Sift through the material below and return the lines with "absolute".
----------------------------------------
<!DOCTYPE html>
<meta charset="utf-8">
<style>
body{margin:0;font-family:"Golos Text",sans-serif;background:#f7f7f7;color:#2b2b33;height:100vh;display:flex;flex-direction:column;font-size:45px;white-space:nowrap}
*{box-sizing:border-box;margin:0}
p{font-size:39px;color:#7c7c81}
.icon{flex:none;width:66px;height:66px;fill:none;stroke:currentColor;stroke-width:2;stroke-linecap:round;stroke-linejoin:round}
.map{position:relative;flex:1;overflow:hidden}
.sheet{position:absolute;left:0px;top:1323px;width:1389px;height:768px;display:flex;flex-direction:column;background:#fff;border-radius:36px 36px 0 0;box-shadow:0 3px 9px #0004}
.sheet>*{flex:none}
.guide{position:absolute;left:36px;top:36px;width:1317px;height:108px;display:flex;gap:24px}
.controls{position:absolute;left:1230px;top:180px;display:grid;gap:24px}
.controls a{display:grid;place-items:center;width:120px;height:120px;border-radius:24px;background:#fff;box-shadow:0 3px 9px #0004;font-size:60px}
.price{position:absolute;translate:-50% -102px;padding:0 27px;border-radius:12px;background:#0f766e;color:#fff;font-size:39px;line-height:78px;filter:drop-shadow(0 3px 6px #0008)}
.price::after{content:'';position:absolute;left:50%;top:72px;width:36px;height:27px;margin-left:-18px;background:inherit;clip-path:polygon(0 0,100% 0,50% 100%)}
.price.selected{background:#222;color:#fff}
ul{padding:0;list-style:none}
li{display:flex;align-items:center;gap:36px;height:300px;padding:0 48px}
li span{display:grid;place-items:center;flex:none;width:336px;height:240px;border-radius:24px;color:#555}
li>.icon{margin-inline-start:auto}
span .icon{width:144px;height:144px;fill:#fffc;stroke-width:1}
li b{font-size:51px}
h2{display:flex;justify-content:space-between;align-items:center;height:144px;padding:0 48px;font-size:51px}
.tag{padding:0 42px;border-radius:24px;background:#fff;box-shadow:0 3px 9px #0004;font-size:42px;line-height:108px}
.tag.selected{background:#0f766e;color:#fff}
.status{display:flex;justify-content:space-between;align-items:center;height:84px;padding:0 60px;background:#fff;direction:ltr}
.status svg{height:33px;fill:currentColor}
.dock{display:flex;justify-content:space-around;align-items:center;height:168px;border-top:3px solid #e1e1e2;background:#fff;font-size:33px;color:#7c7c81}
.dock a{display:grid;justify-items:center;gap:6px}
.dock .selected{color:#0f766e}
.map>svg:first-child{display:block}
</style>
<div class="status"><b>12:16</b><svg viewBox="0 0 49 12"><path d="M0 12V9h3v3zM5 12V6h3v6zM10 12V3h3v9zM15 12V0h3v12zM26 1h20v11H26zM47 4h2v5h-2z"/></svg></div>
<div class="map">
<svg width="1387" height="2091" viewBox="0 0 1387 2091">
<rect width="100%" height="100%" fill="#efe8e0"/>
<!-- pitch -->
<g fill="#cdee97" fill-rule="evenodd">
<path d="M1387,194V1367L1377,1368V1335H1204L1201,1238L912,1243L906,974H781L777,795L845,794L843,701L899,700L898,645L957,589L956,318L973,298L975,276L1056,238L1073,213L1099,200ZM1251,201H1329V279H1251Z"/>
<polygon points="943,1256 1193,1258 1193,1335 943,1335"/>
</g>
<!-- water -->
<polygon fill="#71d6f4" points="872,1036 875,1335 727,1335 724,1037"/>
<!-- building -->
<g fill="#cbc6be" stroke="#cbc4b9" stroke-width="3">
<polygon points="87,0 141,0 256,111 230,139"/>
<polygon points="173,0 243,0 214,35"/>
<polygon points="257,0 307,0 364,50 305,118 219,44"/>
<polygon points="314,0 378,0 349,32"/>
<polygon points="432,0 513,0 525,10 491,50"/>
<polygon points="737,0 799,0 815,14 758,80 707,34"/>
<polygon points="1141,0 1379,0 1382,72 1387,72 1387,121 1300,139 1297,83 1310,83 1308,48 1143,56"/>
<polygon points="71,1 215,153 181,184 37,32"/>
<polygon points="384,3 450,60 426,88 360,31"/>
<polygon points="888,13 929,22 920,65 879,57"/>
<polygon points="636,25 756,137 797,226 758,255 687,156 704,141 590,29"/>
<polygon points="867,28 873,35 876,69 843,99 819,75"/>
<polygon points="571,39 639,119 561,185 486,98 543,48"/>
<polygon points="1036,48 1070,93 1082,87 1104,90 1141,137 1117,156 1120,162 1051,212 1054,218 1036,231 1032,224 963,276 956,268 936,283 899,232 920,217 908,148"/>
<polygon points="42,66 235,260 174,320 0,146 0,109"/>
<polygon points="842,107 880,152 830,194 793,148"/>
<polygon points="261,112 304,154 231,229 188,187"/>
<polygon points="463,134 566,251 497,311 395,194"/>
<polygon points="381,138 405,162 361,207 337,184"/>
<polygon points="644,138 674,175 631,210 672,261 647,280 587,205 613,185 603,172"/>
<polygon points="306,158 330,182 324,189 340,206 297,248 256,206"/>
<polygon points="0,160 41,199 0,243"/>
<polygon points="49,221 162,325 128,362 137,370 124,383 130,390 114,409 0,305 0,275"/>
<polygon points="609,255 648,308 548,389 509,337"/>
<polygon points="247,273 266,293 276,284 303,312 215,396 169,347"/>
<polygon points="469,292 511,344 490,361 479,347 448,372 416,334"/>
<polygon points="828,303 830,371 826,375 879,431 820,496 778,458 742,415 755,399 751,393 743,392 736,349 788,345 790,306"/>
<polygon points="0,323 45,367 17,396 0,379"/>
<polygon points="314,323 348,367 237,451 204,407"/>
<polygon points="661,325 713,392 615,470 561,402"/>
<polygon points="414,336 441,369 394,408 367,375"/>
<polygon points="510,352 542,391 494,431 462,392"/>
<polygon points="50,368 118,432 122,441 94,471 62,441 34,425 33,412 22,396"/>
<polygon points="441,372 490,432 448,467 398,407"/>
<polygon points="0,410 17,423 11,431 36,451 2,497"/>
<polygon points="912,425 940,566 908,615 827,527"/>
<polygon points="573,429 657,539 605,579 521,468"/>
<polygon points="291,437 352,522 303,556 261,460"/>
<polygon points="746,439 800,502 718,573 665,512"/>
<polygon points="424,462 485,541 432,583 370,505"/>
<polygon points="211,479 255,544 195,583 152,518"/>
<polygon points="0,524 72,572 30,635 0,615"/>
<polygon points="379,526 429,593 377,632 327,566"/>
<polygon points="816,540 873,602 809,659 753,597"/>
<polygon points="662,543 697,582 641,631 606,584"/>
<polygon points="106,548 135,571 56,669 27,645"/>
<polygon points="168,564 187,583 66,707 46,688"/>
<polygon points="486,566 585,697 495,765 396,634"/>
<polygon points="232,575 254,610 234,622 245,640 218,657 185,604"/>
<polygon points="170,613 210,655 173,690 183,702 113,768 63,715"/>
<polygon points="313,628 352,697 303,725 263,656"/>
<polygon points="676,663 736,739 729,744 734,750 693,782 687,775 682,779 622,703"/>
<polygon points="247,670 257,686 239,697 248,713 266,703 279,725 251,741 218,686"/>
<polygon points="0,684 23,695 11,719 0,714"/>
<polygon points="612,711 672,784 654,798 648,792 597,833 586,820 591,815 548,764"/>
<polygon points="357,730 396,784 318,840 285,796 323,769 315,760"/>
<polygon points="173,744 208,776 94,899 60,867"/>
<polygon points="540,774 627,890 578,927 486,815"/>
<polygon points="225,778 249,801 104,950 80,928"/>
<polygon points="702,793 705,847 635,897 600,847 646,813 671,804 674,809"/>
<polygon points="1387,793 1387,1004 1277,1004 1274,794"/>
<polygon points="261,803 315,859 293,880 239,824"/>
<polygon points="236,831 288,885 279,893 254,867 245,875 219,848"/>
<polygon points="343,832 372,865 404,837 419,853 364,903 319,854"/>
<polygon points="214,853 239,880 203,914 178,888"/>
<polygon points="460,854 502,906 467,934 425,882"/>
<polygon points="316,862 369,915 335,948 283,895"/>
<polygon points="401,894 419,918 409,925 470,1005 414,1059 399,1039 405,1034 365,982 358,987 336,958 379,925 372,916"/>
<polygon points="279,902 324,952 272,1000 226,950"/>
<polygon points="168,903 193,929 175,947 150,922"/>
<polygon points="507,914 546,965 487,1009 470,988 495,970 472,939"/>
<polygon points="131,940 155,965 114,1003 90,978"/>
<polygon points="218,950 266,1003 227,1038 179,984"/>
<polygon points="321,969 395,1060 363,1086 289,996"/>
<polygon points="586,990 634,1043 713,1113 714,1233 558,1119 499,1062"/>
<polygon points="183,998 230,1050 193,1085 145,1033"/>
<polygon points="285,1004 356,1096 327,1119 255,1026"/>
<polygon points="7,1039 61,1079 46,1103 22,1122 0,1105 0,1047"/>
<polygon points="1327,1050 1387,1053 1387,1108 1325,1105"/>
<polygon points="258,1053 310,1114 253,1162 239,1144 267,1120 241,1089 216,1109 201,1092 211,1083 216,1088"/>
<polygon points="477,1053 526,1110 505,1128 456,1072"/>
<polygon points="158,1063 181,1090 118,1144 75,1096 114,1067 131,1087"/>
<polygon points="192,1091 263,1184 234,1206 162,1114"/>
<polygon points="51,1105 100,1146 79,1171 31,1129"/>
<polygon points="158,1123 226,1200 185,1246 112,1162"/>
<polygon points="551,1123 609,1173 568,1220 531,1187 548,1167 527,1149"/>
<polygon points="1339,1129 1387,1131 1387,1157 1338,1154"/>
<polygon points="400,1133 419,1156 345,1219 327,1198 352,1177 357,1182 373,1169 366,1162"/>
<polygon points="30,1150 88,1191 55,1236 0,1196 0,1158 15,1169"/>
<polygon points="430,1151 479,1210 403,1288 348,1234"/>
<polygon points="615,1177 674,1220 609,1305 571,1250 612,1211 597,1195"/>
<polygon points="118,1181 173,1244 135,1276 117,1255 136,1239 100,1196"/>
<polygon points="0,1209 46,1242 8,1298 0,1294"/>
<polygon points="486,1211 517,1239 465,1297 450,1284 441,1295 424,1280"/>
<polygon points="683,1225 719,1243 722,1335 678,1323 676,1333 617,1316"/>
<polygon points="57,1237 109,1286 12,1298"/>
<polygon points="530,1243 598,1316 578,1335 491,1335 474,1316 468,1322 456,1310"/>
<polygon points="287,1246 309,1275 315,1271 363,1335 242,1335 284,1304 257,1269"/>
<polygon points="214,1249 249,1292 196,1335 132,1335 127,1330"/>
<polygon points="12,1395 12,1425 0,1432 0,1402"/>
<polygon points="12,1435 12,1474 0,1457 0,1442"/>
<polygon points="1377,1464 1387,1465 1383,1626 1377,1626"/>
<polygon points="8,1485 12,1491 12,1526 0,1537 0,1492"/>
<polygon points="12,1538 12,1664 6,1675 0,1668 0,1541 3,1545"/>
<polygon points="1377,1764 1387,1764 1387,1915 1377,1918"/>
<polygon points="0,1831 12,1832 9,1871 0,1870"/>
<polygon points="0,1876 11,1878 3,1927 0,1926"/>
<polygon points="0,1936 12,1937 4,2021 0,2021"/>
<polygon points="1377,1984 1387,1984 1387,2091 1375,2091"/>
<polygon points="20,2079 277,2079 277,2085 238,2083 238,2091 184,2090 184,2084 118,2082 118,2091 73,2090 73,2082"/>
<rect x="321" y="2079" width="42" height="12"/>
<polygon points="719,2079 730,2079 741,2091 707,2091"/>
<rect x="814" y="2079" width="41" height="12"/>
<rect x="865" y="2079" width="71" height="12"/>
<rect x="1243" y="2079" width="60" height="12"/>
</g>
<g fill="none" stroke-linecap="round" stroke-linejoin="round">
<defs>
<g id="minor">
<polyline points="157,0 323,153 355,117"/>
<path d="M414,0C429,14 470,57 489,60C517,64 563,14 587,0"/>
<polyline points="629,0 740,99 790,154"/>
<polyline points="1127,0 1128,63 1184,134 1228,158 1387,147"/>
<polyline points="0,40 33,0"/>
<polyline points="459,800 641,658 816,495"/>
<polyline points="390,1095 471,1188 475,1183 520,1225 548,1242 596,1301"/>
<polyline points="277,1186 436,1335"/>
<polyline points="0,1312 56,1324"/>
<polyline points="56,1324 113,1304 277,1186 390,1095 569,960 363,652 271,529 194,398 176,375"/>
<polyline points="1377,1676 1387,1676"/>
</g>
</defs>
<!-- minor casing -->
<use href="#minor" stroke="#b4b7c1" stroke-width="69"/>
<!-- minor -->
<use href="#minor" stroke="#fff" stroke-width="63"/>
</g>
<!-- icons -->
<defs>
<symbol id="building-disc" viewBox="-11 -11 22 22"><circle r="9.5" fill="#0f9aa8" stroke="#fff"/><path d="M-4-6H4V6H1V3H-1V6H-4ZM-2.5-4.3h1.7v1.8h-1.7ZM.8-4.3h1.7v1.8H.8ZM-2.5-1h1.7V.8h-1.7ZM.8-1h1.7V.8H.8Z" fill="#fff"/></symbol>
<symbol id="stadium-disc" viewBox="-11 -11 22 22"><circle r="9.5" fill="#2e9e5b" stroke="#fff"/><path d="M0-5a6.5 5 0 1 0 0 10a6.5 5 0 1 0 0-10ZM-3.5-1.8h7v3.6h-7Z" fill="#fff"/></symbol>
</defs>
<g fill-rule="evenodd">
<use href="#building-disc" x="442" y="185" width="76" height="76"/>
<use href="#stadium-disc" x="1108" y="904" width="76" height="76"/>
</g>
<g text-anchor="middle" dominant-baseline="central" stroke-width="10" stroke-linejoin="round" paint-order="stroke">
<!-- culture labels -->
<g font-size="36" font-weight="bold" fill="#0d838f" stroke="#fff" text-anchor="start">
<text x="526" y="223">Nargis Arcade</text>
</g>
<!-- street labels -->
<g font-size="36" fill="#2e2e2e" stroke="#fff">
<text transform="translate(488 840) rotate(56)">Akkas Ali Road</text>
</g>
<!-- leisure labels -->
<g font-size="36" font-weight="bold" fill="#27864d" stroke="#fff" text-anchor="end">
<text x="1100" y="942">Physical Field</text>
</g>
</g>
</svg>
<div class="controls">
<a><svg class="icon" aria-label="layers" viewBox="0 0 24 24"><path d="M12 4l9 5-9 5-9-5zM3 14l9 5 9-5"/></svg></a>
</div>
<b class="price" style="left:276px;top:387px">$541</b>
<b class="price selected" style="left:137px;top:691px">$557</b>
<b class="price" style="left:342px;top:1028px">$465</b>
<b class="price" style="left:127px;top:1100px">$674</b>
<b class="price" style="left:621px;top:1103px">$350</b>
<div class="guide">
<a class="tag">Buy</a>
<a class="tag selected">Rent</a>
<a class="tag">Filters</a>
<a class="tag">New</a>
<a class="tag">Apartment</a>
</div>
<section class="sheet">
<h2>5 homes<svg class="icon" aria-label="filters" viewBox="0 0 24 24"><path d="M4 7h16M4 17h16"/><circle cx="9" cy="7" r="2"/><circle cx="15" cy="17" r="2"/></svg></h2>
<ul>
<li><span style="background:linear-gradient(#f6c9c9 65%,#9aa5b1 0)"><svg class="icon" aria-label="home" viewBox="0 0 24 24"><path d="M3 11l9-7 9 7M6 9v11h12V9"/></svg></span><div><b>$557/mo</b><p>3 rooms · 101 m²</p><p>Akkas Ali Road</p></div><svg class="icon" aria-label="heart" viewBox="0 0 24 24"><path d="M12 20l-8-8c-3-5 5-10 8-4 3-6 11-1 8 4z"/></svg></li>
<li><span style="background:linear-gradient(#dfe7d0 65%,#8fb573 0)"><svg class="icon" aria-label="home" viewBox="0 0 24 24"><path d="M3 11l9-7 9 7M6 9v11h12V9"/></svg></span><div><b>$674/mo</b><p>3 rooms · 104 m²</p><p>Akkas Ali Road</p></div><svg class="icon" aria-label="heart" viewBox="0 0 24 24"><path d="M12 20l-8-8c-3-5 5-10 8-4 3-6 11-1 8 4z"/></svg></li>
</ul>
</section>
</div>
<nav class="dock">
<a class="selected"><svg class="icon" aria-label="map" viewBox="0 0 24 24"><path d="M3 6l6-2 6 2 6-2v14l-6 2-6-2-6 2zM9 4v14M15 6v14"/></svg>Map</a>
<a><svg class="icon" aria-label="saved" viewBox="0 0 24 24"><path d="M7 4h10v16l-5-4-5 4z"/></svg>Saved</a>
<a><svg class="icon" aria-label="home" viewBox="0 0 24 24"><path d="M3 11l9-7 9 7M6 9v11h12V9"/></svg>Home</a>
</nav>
----------------------------------------
### Written response
.sheet{position:absolute;left:0px;top:1323px;width:1389px;height:768px;display:flex;flex-direction:column;background:#fff;border-radius:36px 36px 0 0;box-shadow:0 3px 9px #0004}
.guide{position:absolute;left:36px;top:36px;width:1317px;height:108px;display:flex;gap:24px}
.controls{position:absolute;left:1230px;top:180px;display:grid;gap:24px}
.price{position:absolute;translate:-50% -102px;padding:0 27px;border-radius:12px;background:#0f766e;color:#fff;font-size:39px;line-height:78px;filter:drop-shadow(0 3px 6px #0008)}
.price::after{content:'';position:absolute;left:50%;top:72px;width:36px;height:27px;margin-left:-18px;background:inherit;clip-path:polygon(0 0,100% 0,50% 100%)}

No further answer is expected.